5. Apple Pay comes to desktop and mobile sites

While all the hype has been around Apple Pay’s ability to do contactless payments, the real benefit of the features is surely in-app.

A card and a phone are more or less the same in a shop. But online the ability to press a fingerprint to make a purchase it loads better than passwords and PINs or (worse) filling in card details from scratch.

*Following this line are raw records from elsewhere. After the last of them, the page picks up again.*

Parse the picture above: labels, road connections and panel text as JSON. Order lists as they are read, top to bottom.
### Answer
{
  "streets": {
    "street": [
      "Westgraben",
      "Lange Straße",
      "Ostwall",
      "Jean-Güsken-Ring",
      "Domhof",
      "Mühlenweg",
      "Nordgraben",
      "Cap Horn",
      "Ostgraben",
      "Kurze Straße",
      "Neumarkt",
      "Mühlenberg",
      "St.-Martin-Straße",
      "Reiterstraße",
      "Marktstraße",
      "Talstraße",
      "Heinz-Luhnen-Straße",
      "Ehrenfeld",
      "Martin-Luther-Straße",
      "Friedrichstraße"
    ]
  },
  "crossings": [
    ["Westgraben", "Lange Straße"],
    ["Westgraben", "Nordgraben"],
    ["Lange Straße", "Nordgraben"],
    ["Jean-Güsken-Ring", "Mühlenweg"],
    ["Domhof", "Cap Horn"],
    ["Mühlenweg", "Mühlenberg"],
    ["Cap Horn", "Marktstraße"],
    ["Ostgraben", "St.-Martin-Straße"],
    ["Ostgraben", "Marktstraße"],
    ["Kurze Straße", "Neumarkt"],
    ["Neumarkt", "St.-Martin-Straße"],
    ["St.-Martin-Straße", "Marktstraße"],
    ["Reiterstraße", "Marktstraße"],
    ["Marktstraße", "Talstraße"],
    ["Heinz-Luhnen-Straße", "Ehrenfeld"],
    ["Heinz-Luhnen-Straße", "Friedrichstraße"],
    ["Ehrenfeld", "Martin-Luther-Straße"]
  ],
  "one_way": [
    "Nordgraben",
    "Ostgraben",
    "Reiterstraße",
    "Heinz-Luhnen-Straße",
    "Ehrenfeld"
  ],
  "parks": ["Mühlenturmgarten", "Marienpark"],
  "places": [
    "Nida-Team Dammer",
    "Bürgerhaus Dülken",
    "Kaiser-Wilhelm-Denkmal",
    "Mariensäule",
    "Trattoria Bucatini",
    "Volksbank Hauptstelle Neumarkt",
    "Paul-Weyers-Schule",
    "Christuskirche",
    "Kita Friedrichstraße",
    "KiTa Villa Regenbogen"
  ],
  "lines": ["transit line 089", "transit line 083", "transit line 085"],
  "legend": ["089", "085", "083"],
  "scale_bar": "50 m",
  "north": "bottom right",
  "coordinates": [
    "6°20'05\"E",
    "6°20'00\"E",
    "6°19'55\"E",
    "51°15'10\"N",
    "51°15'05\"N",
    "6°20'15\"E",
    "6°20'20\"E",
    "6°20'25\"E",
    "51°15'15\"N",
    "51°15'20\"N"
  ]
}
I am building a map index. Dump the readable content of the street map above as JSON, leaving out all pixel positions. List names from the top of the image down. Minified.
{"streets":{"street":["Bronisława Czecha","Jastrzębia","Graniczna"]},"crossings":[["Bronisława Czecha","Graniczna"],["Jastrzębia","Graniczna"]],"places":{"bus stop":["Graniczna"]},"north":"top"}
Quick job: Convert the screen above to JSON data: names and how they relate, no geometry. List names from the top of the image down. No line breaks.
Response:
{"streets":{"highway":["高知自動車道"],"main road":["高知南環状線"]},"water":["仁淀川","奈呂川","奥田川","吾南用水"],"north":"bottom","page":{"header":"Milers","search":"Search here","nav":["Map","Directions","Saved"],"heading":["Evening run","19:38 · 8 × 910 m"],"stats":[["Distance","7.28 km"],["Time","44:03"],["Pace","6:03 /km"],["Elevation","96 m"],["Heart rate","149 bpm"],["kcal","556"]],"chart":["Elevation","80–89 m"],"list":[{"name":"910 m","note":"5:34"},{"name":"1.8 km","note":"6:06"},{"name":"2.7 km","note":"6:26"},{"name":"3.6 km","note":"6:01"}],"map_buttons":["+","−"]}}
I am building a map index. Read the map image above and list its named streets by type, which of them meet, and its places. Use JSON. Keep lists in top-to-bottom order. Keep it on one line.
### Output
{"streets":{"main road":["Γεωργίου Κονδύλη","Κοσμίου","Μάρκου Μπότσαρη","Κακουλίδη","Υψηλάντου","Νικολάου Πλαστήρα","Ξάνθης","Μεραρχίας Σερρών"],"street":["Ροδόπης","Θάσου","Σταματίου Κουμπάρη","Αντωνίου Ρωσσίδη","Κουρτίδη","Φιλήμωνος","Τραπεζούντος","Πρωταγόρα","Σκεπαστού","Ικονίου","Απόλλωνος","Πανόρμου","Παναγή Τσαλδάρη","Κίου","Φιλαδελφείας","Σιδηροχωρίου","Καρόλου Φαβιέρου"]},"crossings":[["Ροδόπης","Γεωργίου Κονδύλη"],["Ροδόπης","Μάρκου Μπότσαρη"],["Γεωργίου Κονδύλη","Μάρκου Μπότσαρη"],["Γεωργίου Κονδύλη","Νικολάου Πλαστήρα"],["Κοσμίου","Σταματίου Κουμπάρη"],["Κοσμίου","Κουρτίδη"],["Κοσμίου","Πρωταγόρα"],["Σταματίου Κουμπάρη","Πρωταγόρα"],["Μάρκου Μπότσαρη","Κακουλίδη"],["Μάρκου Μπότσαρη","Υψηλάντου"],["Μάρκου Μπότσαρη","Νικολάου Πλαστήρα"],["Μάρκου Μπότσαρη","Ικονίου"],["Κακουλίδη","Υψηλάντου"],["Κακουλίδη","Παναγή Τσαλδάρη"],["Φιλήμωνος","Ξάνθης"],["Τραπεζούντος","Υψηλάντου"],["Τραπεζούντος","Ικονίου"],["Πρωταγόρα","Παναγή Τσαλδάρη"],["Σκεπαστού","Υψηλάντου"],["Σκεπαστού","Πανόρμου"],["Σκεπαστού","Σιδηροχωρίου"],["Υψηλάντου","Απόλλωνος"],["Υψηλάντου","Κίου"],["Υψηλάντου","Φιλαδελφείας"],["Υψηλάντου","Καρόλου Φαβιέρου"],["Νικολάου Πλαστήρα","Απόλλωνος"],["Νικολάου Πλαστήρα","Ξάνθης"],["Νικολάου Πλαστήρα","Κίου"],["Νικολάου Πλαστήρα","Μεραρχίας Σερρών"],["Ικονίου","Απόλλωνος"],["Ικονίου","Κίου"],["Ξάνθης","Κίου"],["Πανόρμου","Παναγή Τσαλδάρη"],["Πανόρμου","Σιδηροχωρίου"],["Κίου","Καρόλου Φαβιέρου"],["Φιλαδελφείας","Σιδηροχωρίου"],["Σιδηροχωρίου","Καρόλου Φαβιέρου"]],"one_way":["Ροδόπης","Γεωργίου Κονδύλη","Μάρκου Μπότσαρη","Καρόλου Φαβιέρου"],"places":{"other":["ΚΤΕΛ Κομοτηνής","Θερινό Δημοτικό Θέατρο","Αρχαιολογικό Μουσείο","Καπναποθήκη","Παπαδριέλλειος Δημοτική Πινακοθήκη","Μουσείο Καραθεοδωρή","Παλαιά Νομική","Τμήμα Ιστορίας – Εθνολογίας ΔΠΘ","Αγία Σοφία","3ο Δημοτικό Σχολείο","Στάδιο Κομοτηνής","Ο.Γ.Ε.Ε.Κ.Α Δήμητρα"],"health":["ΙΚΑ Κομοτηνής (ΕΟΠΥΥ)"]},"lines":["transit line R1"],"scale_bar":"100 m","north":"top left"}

Till 2016, this process was available only in apps. But at its developer conference WWDC, Apple confirmed that Apple Pay would be usable on selected websites.

Here’s how it works: you click a “Pay With Apple Pay” button on the site, then get a text on the iPhone. This prompts you to touch your fingerprint to complete the purchase.

Very quick. Obviously, card details are stored locally on the phone (and tokenised), so it’s safer than surrendering them to the retailer.

Of course, it’s limited for now. Only on Safari, so no good for PC users or anyone using Chrome et al.

4. Chatbot payments come to Facebook Messenger

In 2016, Facebook went big on chatbots. It launched a platform so that brands could develop bots that chat to people as if the bots were humans. Facebook thinks this is a better way to find stuff out (when’s my flight? where’s my order? etc) than menus and web sites and forms.

It was a success and inevitably Facebook began testing payments to bots too – in the US. It said payments could be integrated into messages, making it easy for customers to shop and purchase without leaving the app.

In fact banks and financial institutions had already proved keen adopters of bots. AmEx was among Facebook’s first cohort of partners, while Mastercard worked with bot specialist Kasisto on its own bot assistants.

3. In-store mobile payments still mostly irrelevant (in the West)

You can’t ignore the numbers. Yes, its clear that in-store contactless transactions using Apple Pay, Samsung Pay and Android Pay work perfectly well. And they have many contented users. But transformative they are not.

2016 was full of stories reporting the negligible impact of these services. Perhaps the most damning was from Fortune about Black Friday payments.

It said that about 90 percent of payments made in stores came through credit cards. Mobile phone payment accounted for just 0.6 per cent of the day’s activity,

Of course, in the online world the very opposite is true. Shoppers are all over mobile. According to Adobe. 36 per cent of the $5.3 billion Black Friday online shopping spree was made on mobile phones or tablets.

2. Operators become banks

What’s the role of the operator in money? For a while, it was as a payments enabler, but most of these (mostly NFC related) experiments failed. So it that the end for operators in money? No. They want to be banks.

In 2016, Telefonica Germany launched the O2 Banking app as a free download for Android and iOS. It comes with a debit MasterCard. The operator thinks it can marry mobile banking services with voice, text and data to offer something that’s more affordable and useful than most ‘traditional’ bank services.

Account holders can get data top ups rather than negligible earnings of interest, sign up via video link, and get instant loans. It’s all being powered by Fidor Bank.

And Telefonica Germany is not alone. There’s Telenor Serbia and Orange Bank Poland. Indeed, Orange has applied for banking licences and will launch in France and Belgium soon.

1. RIP CurrentC

Few were surprised when the US retailer consortium MCX finally confirmed the demise of its mobile wallet,
CurrentC.

MCX unveiled CurrentC in September 2014 as a system based on QR Codes that would let customers pay and redeem loyalty points across some of the US’s biggest retailers – Walmart, Target, Gap etc.

But the project was mired in development problems, and when Walmart launched its own scheme, it became obvious that even its founders had lost faith in it.

The episode proved again how hard it is to make a success of JVs in mobile payment. Numerous projects by operators and banks – Weve (UK), Valyou (Norway), Buyster (France), SixPack (Denmark), Softcard (US) – have failed.